- [Your instructions]
Below are some records; output exactly the lines from the line with "Map reading. Give" to the line with "Instruction: Serialize what", both ends kept, and nothing more.

- [Listed records]
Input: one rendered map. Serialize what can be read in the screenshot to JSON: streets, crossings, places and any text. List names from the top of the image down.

--

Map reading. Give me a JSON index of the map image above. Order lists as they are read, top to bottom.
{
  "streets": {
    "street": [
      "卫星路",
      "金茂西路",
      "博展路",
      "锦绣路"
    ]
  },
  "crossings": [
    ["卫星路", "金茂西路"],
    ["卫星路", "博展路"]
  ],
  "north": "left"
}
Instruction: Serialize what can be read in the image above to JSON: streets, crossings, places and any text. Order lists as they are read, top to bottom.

- [Reply]
Map reading. Give me a JSON index of the map image above. Order lists as they are read, top to bottom.
{
  "streets": {
    "street": [
      "卫星路",
      "金茂西路",
      "博展路",
      "锦绣路"
    ]
  },
  "crossings": [
    ["卫星路", "金茂西路"],
    ["卫星路", "博展路"]
  ],
  "north": "left"
}
Instruction: Serialize what can be read in the image above to JSON: streets, crossings, places and any text. Order lists as they are read, top to bottom.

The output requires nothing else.